*** Opening of Data for review ***

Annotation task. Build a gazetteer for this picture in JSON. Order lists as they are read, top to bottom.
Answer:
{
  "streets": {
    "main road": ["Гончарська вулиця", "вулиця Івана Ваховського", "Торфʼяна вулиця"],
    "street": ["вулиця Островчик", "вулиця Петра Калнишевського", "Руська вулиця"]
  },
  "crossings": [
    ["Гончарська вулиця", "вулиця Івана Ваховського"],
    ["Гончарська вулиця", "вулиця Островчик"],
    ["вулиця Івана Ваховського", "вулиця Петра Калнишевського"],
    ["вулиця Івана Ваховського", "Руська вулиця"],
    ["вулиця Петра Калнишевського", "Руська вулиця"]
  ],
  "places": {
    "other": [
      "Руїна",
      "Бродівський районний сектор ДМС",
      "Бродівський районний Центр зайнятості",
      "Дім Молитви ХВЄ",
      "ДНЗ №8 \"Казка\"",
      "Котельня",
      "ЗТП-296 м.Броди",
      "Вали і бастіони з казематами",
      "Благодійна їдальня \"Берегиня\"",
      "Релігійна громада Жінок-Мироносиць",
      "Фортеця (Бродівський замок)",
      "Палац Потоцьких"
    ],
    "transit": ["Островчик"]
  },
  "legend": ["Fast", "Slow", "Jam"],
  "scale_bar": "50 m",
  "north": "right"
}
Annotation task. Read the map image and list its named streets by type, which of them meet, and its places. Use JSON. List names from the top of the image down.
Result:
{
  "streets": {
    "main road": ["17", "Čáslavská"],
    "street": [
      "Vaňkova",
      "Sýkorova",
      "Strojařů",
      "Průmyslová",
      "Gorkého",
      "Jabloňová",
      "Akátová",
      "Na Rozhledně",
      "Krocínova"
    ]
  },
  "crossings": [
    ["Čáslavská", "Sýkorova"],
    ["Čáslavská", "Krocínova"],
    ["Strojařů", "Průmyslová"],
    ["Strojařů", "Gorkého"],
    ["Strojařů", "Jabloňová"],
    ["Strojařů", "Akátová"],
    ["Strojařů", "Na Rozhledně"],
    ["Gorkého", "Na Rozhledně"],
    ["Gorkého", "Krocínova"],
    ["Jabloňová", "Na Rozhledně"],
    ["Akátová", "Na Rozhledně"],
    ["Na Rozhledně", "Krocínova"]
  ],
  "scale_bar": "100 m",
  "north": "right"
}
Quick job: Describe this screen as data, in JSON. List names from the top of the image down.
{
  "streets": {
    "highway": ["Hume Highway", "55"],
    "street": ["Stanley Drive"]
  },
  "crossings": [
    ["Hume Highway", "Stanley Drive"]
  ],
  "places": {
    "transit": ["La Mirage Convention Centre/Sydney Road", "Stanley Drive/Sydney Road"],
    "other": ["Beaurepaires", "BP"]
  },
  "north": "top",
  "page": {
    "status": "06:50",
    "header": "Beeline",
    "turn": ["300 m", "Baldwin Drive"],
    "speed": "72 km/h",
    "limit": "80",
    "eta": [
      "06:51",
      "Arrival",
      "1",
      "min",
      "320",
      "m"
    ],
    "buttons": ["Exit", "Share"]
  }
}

*** Close of Data for review ***

* Activity
State the number of lines in the records that hold the string "Петра", and add nothing.

* Response to the exercise
3